----- DATA FOR REVIEW

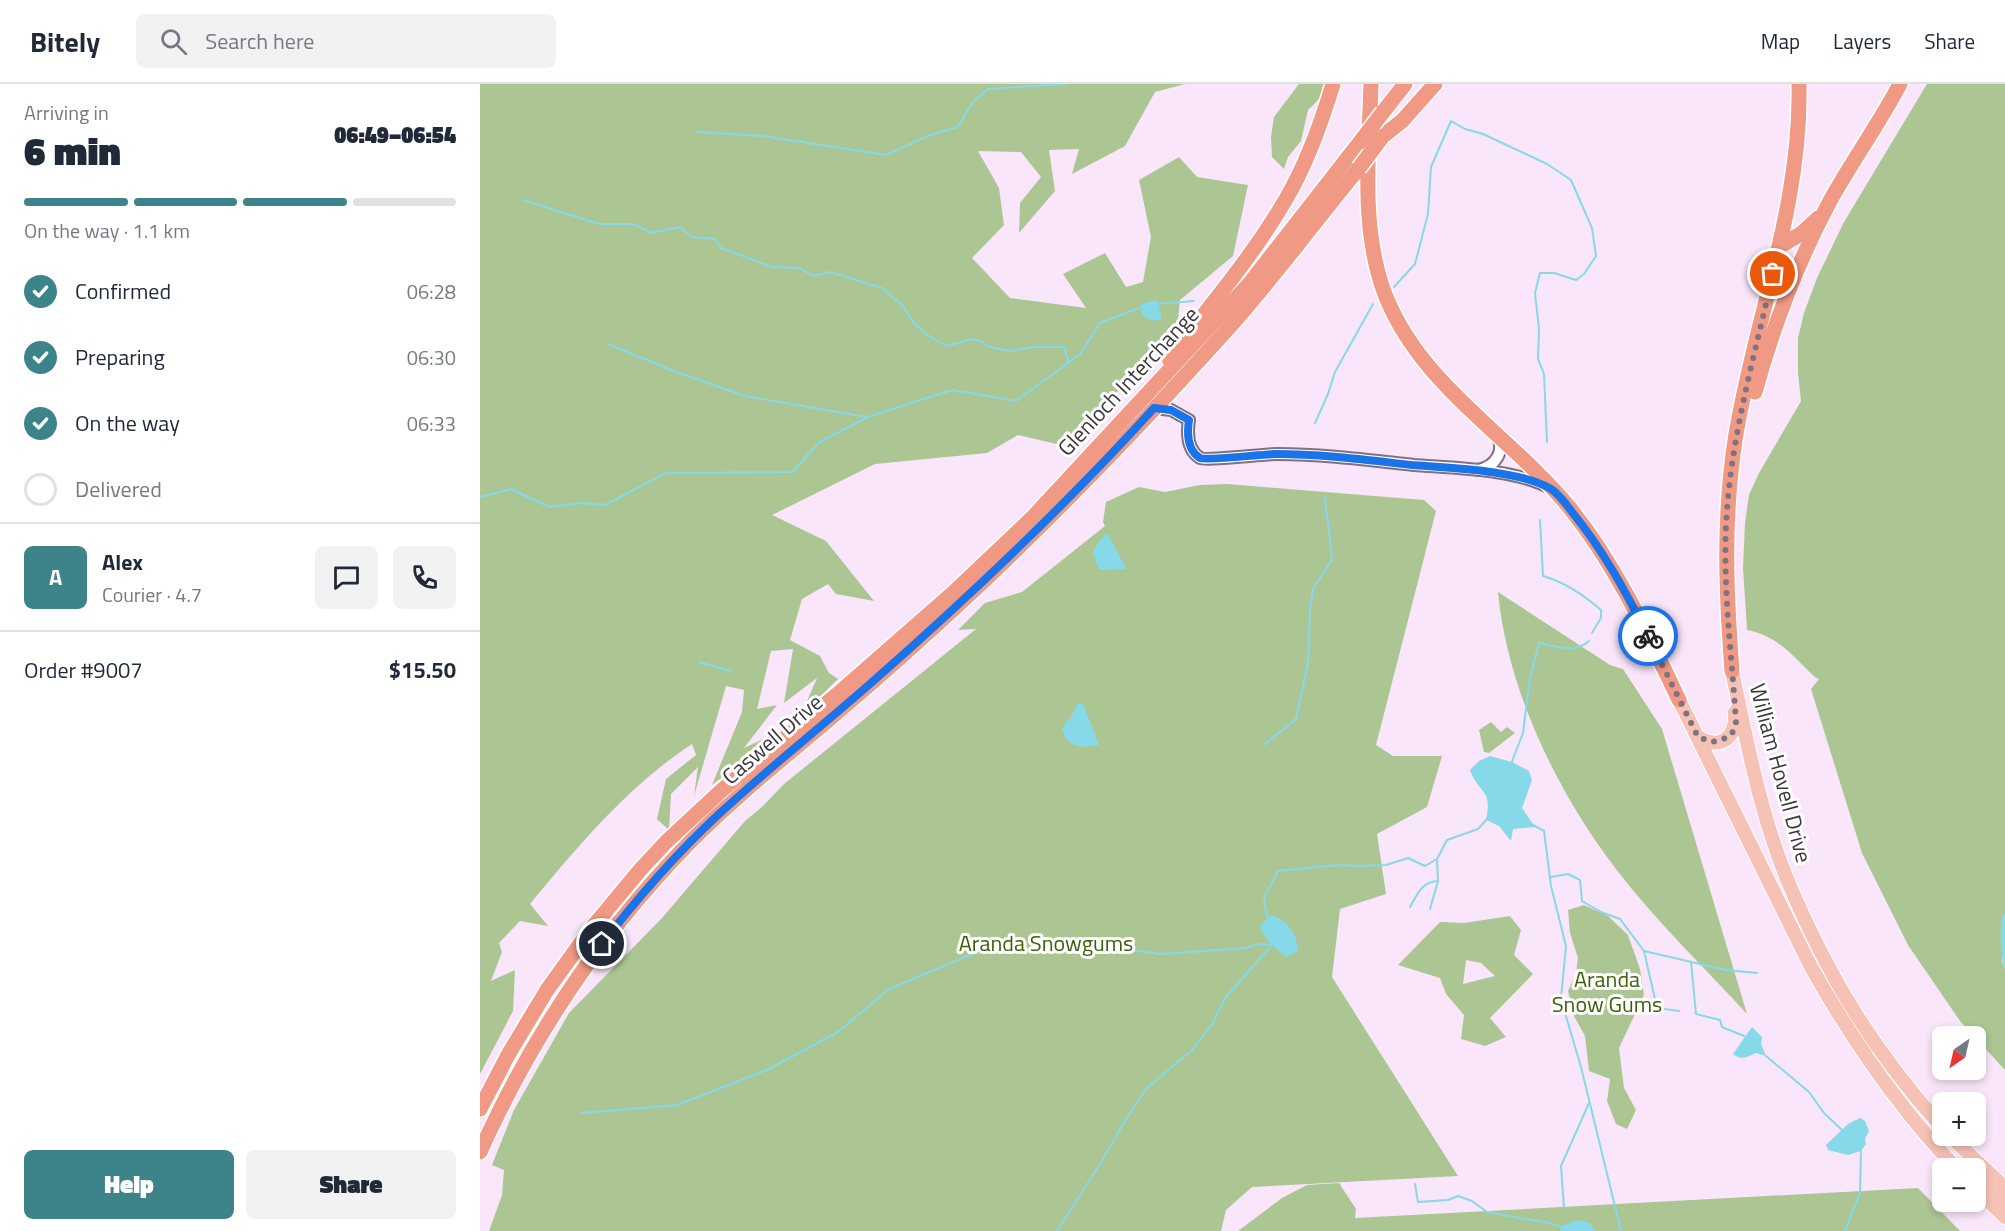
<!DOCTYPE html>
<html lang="en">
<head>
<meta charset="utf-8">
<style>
	:root { --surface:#fff; --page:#f2f2f3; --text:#1f2937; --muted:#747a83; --line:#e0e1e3; --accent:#3c848a }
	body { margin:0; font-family:"Titillium Web",sans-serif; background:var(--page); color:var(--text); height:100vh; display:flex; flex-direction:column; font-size:22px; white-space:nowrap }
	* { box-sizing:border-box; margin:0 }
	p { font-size:20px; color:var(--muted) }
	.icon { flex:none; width:33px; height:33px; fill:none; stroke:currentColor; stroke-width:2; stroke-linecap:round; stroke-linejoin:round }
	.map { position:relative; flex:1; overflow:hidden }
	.panel { display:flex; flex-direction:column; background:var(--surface); width:480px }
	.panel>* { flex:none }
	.needle { width:39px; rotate:214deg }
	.tools { position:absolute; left:1452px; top:942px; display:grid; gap:12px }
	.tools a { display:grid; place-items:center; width:54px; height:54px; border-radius:9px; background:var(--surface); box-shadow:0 3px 9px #0003; font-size:30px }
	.pin { position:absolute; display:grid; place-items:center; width:51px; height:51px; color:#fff; margin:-26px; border:3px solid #fff; border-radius:50%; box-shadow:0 2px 6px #0007 }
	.courier { position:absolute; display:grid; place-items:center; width:60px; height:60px; margin:-30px; border:4px solid #1a73e8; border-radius:50%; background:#fff; color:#222; box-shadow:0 2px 8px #0007 }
	.head em { font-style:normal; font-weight:800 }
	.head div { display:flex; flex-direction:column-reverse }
	.head { display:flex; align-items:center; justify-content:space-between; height:102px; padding:0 24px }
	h1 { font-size:39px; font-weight:800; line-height:45px }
	.bar { display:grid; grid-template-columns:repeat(4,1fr); gap:9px 6px; align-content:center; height:72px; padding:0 24px }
	.bar i { height:8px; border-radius:4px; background:var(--line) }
	.bar .active { background:var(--accent) }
	.bar p { grid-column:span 4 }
	.line { display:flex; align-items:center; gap:15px; padding:0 24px; border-top:2px solid var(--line) }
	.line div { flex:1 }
	.round { display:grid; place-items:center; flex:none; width:63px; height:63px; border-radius:9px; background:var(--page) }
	ol { padding:0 24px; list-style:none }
	li { display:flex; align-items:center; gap:18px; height:66px }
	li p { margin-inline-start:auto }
	li .icon { padding:6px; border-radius:50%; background:var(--accent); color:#fff; stroke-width:4 }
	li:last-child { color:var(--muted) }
	li i { width:33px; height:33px; border:3px solid var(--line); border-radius:50% }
	.action { display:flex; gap:12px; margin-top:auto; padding:12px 24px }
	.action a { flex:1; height:69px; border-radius:9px; background:var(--accent); color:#fff; font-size:24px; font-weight:800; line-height:69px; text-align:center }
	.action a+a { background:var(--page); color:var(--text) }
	header { display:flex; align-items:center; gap:36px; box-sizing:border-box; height:84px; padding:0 30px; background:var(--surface); border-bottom:2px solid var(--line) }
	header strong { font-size:28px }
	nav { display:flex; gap:33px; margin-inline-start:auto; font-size:21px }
	.search { width:420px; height:54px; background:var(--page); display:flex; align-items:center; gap:15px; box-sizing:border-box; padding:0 21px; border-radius:9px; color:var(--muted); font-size:22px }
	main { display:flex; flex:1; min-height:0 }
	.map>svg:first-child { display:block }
	.green { fill:#acc693; fill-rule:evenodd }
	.water { fill:#85d9e9 }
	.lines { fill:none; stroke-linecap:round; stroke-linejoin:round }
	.stream { stroke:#85d9e9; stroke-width:2 }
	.minor-casing { stroke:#817082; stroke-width:14 }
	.major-casing { stroke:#fff; stroke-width:16 }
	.highway-casing { stroke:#fff; stroke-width:18 }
	.minor { stroke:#fff; stroke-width:10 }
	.major { stroke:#f6c2b5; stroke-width:14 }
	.highway { stroke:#f09984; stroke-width:15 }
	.highway-bridge-casing { stroke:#fff; stroke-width:18; stroke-linecap:butt }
	.highway-bridge { stroke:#f09984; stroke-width:15 }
	.done { stroke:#7e737f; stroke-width:6; stroke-dasharray:0 10.8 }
	.route { stroke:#1a73e8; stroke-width:8 }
	.labels { text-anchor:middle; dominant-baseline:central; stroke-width:6; stroke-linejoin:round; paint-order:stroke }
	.street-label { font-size:22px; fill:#3c353d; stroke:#fff }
	.park-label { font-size:22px; fill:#3d5f0a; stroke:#fff }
</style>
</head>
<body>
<header>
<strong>Bitely</strong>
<div class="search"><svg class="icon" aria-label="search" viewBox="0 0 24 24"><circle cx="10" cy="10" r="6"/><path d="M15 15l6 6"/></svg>Search here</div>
<nav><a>Map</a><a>Layers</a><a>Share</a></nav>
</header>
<main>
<section class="panel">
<div class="head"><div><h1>6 min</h1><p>Arriving in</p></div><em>06:49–06:54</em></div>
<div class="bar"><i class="active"></i><i class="active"></i><i class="active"></i><i></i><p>On the way · 1.1 km</p></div>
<ol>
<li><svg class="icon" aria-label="check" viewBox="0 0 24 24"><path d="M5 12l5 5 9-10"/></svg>Confirmed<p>06:28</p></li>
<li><svg class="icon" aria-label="check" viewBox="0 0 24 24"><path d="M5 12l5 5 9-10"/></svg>Preparing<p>06:30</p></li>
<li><svg class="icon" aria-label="check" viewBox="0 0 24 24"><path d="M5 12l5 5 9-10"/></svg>On the way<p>06:33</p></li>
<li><i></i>Delivered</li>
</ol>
<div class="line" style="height:108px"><b class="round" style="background:var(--accent);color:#fff">A</b><div><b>Alex</b><p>Courier · 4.7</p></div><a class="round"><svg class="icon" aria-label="chat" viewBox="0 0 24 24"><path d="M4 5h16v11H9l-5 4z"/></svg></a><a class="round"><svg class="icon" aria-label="phone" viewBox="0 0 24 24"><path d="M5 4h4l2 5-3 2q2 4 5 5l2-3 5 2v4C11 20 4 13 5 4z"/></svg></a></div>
<div class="line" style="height:78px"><div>Order #9007</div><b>$15.50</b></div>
<div class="action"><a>Help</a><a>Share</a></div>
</section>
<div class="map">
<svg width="1525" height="1147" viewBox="0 0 1525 1147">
	<rect width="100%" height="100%" fill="#f9e6fa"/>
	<!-- green -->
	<g class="green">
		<path d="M0,0H705L675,8L645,62L592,90L599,65L569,66L575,107L539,149L540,119L561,93L541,68L498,67L519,104L524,141L492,174L530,214L606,224L583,190L625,169L646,203L663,198L671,153L659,96L699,73L717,93L768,101L753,172L700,216L697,246L585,362L538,351L507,369L395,380L292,431L346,457L394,517L356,510L348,500L322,515L310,556L340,572L349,589L358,595L321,631L337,594L304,619L313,565L291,567L277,625L297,621L264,664L305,645L232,701L262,628L264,606L246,602L214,712L218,683L191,710L189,746L177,735L186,695L216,671L212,660C148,702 98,762 50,820L68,842L40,837L19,859L22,868L11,897L35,886L33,927L0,990Z"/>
		<polygon points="819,0 846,0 843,11 828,26 821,57 808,73 804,85 792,73 791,53 794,33"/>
		<path d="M1447,0H1525V830H1523L1522,876L1525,885V986L1480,937L1428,861L1382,769L1331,605L1339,595L1336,594C1313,573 1299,552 1267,546L1263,484L1265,439L1269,411L1279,389L1321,317L1318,289V254L1324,229L1337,194L1364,138Z"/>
		<polygon points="747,400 944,416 956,427 896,661 913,672 962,672 947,723 897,750 906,810 860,825 852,893 978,1092 772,1103 746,1126 741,1147 9,1147 22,1111 24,1086 12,1081 34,1026 89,929 182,834 265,737 282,723 304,700 496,545 478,546 505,519 542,508 625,442 623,438 626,418 659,403 685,408 720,401"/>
		<path d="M1018,508L1130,581L1143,585L1182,645L1267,930C1223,882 1175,836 1136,785C1077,708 1027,605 1018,508Z"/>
		<polygon points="1011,638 1021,648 1027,643 1035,649 1009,669 1004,668 999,646"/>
		<polygon points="1104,821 1128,832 1148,851 1160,885 1164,911 1139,964 1144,1004 1156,1026 1147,1045 1136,1040 1127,1017 1130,995 1109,987 1105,952 1094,932 1088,907 1096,890 1098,874 1090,849 1088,826"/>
		<path d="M1030,832L1041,846L1034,871L1053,890L1010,934L1026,953L1005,962L981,955L984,931L966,910L960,894L918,881L960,838L984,839ZM986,876L1001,879L1015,892L983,900Z"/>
		<polygon points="859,1099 876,1125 875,1134 1438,1104 1480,1147 758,1147 802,1114 827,1101"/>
	</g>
	<!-- water -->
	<g class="water">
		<polygon points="677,216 682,235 672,237 662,231 662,220"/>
		<polygon points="627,449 646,484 643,485 619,486 613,468 618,459"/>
		<path d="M598,619L603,620L619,661C602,664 587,665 582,644L592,631Z"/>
		<path d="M1010,672L1032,678L1049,687L1052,696L1042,724L1055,743L1033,745L1031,757L1019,742L1006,736C1013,704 999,711 990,686L999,677Z"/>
		<path d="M1523,830H1525V885C1520,869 1519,846 1523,830Z"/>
		<path d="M791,831C807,835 819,852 817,867L807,873C796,866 784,855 780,842Z"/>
		<path d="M1272,943L1282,953L1281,960L1286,972L1276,969C1267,973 1262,977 1253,970Z"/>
		<polygon points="1380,1034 1385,1037 1389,1047 1385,1055 1386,1060 1381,1067 1368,1071 1348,1066 1346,1061 1368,1040"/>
		<polygon points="1098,1136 1110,1139 1115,1147 1079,1147 1085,1140"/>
	</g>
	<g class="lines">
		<!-- stream -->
		<g class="stream">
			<polyline points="217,48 283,52 406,71 450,51 478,43 492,19 508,5 585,0"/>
			<polyline points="43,116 119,140 153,140 172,149 200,143 212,153 235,155 241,164 292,183 319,184 333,192 350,188 402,204 423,222 433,238 446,250 467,262 492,255 501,257 509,263 530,267 554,263 584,263 589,278"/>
			<polyline points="914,203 935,180 948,130 951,83 971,37 985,45 1003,50 1067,80 1091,96 1112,144 1116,172 1104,190 1096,196 1074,189 1060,189 1055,209 1059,245 1058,275 1064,290 1067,358"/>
			<polyline points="676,220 714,217"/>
			<polyline points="128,260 196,288 265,312 387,333"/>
			<polyline points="835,339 848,310 855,288 893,220"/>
			<polyline points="0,413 31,405 69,423 101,419 125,421 186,389 313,388 338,359 388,333 450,313 473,306 536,317 600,270 620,239 662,223"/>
			<path d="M1060,436L1063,492C1084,498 1105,512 1121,526V534L1112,549"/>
			<polyline points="219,578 251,587"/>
			<polyline points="784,661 816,635 828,579 830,526 833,505 852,475 845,413"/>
			<path d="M1031,680L1043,649L1050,594L1059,559C1076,562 1095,570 1109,557"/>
			<polyline points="1053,741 1064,747 1071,802 1086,862 1081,915 1101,983 1141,1147"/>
			<polyline points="1071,793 1088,790 1100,796 1102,817 1121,828 1140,835 1164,867 1246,886 1277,889"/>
			<path d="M930,823C937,811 942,797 958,797"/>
			<polyline points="950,825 958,797 957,775"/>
			<polyline points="787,833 784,814 798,787 858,781 878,782 906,781 928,774 945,782 957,775 967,756 998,745 1007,735"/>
			<polyline points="1164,867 1177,924 1199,927"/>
			<polyline points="1211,878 1216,930 1240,936 1242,943 1264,952"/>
			<polyline points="1286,972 1329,1008 1344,1029 1362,1046"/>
			<polyline points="101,1029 197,1021 287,986 358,948 409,905 499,867 624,862 679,870 767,864 777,860 792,861"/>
			<polyline points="935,1100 938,1118 968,1116 978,1112 992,1117 1007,1128 1069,1139 1082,1143"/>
			<polyline points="1084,1124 1081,1082 1109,1019"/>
			<polyline points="577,1147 620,1080 645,1037 666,1005 712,966 731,942 745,914 791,862"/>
			<polyline points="1365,1147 1380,1109 1381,1067"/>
		</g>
		<!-- minor casing -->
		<g class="minor-casing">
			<g id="minor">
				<path d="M674,324L691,326L709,336C707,349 707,366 720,374C726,377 784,370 797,370C842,370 888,376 934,381C973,384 1034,385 1068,403"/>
				<path d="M998,386C1015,383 1026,367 1017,351"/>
			</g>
		</g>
		<!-- major casing -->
		<g class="major-casing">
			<g id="major">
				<path d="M1252,587C1267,659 1281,734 1310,802C1349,894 1395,969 1462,1043"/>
				<path d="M1199,616L1331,883C1372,956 1418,1023 1476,1084"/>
				<path d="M1218,653C1241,667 1257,653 1255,628"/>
				<polyline points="1470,1052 1525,1104"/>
				<polyline points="1496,1089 1525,1118"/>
				<polyline points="1496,1105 1525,1133"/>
			</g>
		</g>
		<!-- highway casing -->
		<g class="highway-casing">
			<g id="highway">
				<path d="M891,0C889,66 881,135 901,199C932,296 1027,348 1089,423C1136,481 1167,549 1199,616"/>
				<polyline points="903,28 925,0"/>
				<polyline points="903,52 922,37 955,0"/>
				<polyline points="1299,163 1322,149 1338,134"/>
				<path d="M689,275C729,223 773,172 806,115C827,79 841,40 853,0"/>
				<path d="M1275,308C1293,243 1318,177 1350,117C1372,77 1399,40 1420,0"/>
				<path d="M1252,587C1246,507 1243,436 1255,356C1274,237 1322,122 1319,0"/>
				<polyline points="0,1025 28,971 67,906 111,845 160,786 186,758 242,706 360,608 473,509 552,434 769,200 880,58"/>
				<path d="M0,1068C52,952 123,846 213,755C257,711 306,672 353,632C406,587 457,541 507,494C592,413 674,327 753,239C797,189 837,135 879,84"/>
			</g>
		</g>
		<!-- minor -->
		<use href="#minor" class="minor"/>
		<!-- major -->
		<use href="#major" class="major"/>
		<!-- highway -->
		<use href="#highway" class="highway"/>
		<!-- highway-bridge casing -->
		<g class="highway-bridge-casing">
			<g id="highway-bridge">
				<polyline points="880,58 903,28"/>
				<polyline points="879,84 903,52"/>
			</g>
		</g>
		<!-- highway-bridge -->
		<use href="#highway-bridge" class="highway-bridge"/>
	</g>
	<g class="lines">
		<!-- done -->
		<path class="done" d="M1168,552L1218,653L1232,658L1249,653L1255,645L1256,638C1252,573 1243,507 1246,442C1250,356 1274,274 1293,190"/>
		<!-- route -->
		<path class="route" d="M122,860C158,813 197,769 240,729C289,684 341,643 391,599C490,512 586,421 674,324L691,326L709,336C707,349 707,366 720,374C726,377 784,370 796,370C842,370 887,376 932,381C970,384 1039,386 1071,405C1079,410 1086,420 1092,428C1123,466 1146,508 1168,552"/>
	</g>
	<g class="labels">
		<!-- street labels -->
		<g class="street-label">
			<text transform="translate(648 297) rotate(-47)">Glenloch Interchange</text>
			<text transform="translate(292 655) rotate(-41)">Caswell Drive</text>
			<text transform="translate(1301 689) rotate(75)">William Hovell Drive</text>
		</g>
		<!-- park labels -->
		<g class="park-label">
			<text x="566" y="859">Aranda Snowgums</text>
			<text x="1127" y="895">Aranda<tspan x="1127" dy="25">Snow Gums</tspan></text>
		</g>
	</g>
</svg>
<div class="tools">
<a><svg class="needle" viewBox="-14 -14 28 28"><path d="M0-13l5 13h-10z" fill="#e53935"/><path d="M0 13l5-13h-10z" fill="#747a83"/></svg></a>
<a>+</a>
<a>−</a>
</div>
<div class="pin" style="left:1293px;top:190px;background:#ea580c"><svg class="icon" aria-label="bag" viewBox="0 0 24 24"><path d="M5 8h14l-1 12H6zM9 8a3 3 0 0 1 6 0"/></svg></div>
<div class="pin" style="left:122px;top:860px;background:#1f2937"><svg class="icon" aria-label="home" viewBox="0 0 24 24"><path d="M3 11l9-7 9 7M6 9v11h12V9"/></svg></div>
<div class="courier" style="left:1168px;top:552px"><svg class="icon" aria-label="bike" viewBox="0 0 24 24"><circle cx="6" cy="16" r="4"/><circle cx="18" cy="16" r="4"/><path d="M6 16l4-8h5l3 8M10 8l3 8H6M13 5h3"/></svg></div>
</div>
</main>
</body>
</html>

----------

EXERCISE DESCRIPTION:
Search the entries for the string "body" and return each line where it turns up.

FINAL ANSWER:
	body { margin:0; font-family:"Titillium Web",sans-serif; background:var(--page); color:var(--text); height:100vh; display:flex; flex-direction:column; font-size:22px; white-space:nowrap }
<body>
</body>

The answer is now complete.